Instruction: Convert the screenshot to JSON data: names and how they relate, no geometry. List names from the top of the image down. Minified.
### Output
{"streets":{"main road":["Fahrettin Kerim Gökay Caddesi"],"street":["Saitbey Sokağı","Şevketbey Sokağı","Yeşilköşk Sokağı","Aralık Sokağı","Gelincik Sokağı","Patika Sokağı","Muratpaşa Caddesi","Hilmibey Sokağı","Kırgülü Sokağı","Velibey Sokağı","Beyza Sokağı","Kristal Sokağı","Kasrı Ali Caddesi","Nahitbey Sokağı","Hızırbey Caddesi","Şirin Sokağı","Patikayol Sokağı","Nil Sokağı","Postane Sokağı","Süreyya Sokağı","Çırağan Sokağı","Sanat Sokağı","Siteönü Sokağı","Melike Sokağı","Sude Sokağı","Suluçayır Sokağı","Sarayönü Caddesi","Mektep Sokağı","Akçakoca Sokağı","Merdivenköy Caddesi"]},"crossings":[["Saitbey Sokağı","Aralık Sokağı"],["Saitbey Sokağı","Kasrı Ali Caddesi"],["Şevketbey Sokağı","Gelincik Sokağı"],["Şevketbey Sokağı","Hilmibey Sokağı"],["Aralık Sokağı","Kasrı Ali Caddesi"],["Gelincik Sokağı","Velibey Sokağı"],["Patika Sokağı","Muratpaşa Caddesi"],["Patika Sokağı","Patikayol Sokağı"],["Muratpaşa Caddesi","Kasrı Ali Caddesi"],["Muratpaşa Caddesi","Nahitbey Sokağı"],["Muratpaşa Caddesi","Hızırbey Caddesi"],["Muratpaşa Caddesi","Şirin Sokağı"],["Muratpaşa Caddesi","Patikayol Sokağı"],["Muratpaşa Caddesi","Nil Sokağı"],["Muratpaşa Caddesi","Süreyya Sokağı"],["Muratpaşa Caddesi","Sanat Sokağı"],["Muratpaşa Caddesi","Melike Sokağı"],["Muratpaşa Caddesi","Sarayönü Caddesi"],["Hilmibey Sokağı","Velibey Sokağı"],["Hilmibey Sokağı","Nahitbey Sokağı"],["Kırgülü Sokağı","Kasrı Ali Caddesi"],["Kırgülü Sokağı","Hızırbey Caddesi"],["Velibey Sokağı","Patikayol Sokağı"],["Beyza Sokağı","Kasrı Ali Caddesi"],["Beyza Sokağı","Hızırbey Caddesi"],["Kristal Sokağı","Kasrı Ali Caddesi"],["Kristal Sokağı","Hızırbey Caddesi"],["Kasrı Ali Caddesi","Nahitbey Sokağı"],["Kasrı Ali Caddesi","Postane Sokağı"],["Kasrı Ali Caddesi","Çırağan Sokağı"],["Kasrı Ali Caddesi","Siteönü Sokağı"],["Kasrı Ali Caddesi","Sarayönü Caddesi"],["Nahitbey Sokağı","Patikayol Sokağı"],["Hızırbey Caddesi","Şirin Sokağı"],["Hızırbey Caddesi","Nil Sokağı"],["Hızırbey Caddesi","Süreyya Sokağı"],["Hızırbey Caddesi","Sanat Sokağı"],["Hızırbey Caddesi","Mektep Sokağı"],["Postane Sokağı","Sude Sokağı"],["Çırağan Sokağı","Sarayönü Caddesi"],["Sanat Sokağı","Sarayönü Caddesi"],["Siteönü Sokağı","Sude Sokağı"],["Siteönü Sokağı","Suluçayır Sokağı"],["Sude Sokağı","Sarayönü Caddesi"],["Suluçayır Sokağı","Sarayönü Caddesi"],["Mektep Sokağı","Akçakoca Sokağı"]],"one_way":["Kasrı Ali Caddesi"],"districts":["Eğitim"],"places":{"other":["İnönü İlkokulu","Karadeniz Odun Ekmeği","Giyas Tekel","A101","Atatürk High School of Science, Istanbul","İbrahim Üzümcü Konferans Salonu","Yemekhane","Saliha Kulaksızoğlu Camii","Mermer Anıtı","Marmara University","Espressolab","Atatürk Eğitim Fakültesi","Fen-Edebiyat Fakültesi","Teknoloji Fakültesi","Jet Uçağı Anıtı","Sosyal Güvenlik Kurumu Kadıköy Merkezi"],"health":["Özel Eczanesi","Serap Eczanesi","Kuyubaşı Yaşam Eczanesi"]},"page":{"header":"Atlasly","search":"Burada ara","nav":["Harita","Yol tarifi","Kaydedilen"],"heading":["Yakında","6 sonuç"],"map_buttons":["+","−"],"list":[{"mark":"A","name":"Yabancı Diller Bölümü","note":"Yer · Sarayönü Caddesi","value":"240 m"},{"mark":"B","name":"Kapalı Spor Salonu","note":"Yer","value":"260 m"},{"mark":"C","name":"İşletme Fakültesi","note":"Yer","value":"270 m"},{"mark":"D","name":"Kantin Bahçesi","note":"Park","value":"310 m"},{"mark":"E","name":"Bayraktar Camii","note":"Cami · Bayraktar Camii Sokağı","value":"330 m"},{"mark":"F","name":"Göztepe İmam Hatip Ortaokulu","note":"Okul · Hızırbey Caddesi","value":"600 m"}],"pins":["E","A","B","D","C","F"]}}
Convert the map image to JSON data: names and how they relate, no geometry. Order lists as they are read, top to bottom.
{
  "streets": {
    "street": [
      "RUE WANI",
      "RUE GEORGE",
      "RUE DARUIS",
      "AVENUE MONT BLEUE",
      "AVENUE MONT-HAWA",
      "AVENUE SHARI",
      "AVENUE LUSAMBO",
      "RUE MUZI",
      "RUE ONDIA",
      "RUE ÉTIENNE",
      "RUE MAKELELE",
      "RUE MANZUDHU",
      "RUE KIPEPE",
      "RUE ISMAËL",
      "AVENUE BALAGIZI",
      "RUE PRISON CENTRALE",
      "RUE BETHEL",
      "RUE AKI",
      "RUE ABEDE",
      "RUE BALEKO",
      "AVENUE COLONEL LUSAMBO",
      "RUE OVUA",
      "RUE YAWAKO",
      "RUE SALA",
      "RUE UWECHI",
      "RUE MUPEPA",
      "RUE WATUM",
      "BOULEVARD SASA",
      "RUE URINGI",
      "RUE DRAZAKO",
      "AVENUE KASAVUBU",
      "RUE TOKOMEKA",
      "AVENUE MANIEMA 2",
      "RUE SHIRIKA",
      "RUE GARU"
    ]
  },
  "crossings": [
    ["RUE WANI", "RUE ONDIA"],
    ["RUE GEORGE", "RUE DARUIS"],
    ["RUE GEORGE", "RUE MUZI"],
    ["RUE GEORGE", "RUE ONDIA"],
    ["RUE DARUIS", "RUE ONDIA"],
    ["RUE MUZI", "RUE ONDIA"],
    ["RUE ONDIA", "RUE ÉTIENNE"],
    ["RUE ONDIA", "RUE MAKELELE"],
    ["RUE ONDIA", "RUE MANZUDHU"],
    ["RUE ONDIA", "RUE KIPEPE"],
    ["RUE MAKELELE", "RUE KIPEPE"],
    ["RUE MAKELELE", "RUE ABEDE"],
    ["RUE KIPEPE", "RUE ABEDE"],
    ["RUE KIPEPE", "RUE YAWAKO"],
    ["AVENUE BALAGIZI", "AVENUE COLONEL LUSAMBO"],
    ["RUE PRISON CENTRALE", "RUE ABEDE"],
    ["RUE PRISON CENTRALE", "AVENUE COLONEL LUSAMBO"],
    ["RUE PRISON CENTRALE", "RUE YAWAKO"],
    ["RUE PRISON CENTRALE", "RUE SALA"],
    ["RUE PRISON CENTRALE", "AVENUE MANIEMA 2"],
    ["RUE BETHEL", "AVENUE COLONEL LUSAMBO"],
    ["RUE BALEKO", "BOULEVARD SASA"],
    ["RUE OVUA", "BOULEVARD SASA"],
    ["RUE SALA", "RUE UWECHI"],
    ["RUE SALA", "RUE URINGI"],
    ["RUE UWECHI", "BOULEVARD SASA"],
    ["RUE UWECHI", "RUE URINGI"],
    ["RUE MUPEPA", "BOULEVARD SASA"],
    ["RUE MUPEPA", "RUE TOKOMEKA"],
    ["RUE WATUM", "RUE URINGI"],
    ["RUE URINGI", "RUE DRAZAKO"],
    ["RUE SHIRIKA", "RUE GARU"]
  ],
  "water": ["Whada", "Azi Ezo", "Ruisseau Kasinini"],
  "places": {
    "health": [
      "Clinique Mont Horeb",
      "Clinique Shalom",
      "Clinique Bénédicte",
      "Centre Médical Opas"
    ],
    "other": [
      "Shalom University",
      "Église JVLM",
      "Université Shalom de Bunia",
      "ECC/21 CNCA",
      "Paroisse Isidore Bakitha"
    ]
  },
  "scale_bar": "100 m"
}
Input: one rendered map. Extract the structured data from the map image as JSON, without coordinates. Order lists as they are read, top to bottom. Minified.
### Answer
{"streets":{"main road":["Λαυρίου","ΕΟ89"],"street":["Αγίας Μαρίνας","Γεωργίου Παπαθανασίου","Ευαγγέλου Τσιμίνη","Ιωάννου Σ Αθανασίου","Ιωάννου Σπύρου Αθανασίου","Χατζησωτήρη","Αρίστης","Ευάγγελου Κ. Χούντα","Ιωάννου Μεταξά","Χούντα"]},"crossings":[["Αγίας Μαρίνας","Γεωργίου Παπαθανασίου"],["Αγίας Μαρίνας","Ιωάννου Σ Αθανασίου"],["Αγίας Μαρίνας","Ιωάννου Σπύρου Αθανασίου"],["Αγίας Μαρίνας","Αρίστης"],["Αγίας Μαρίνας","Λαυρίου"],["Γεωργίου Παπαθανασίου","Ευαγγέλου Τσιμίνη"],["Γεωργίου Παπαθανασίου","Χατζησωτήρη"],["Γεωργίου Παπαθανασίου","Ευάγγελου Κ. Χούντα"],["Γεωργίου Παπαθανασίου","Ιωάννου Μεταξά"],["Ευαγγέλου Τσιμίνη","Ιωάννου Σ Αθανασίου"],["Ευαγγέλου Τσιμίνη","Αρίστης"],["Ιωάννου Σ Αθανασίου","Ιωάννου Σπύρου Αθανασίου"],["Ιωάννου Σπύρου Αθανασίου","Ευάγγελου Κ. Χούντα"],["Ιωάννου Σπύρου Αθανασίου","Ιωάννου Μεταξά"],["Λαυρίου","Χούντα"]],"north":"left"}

==========

_Work to be completed_
Return each full line of the entries that contains the word "SALA".

_Written response_
      "RUE SALA",
    ["RUE PRISON CENTRALE", "RUE SALA"],
    ["RUE SALA", "RUE UWECHI"],
    ["RUE SALA", "RUE URINGI"],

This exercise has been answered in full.